▸ Work item: Without the pictures, print each of the records below exactly as it appears.

▸ Given data:
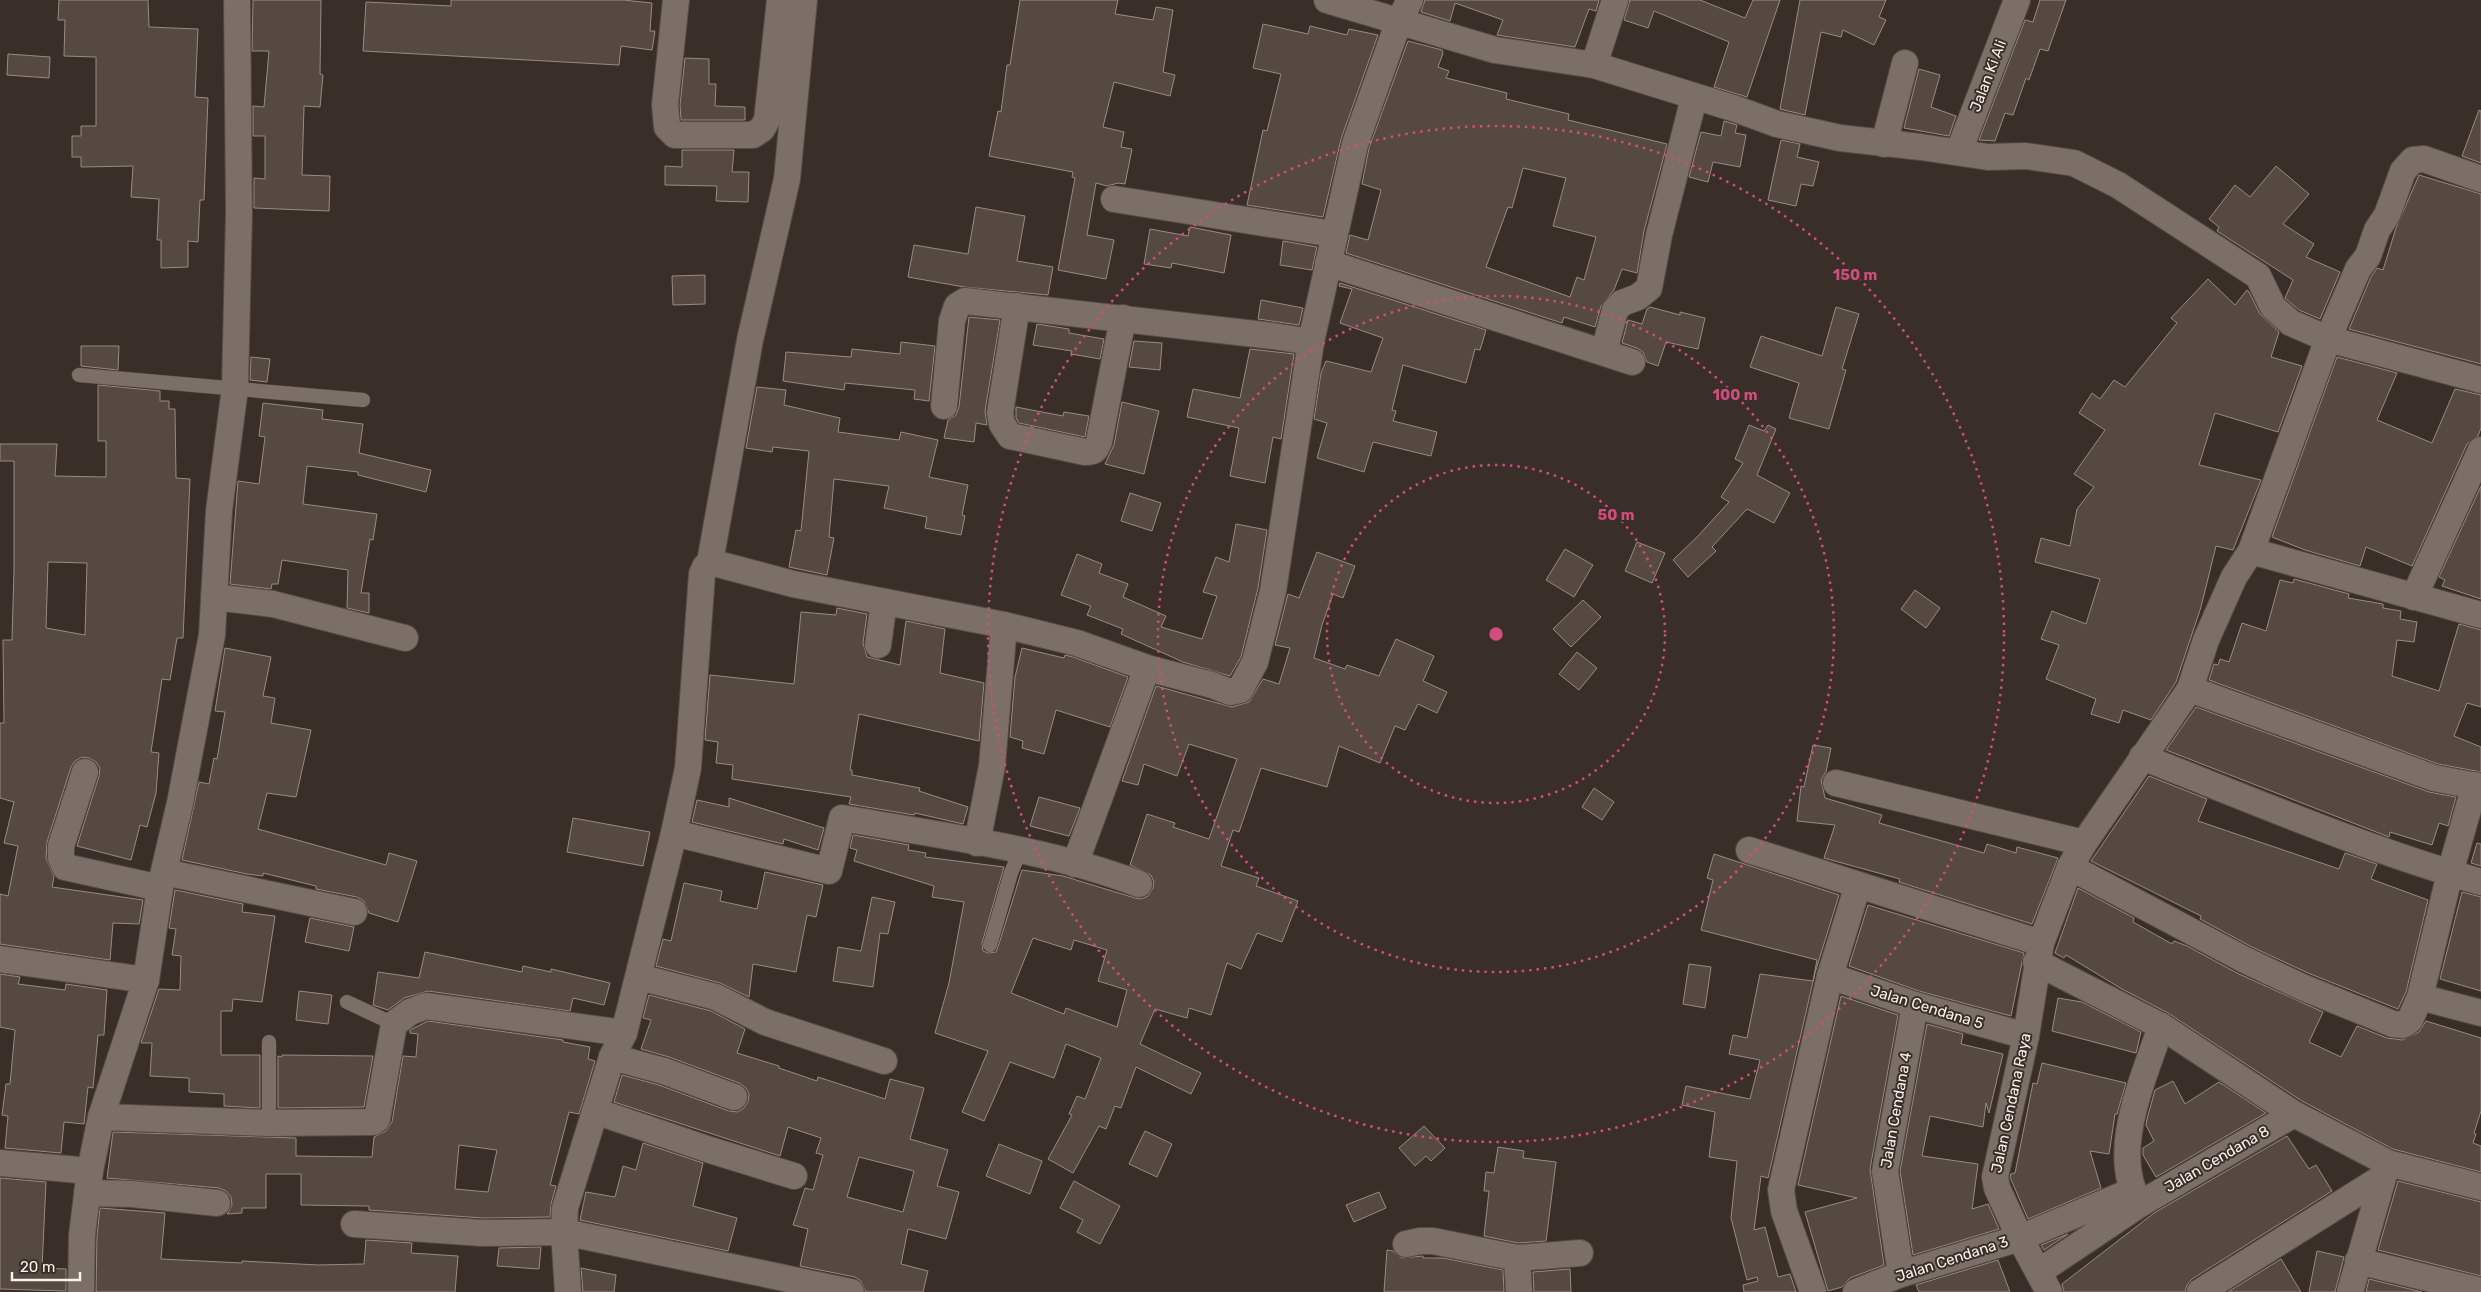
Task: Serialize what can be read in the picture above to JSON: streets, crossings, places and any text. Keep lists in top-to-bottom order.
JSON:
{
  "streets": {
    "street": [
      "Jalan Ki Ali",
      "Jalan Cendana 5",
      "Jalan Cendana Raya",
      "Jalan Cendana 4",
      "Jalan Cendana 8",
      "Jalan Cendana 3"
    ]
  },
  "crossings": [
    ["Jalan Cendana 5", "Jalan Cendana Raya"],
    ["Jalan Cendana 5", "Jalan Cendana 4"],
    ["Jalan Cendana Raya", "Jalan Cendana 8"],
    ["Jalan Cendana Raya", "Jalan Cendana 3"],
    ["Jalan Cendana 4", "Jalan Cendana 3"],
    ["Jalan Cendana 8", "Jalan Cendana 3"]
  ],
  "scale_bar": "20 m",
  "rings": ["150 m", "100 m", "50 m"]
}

▸ Solution to this problem:
Task: Serialize what can be read in the picture above to JSON: streets, crossings, places and any text. Keep lists in top-to-bottom order.
JSON:
{
  "streets": {
    "street": [
      "Jalan Ki Ali",
      "Jalan Cendana 5",
      "Jalan Cendana Raya",
      "Jalan Cendana 4",
      "Jalan Cendana 8",
      "Jalan Cendana 3"
    ]
  },
  "crossings": [
    ["Jalan Cendana 5", "Jalan Cendana Raya"],
    ["Jalan Cendana 5", "Jalan Cendana 4"],
    ["Jalan Cendana Raya", "Jalan Cendana 8"],
    ["Jalan Cendana Raya", "Jalan Cendana 3"],
    ["Jalan Cendana 4", "Jalan Cendana 3"],
    ["Jalan Cendana 8", "Jalan Cendana 3"]
  ],
  "scale_bar": "20 m",
  "rings": ["150 m", "100 m", "50 m"]
}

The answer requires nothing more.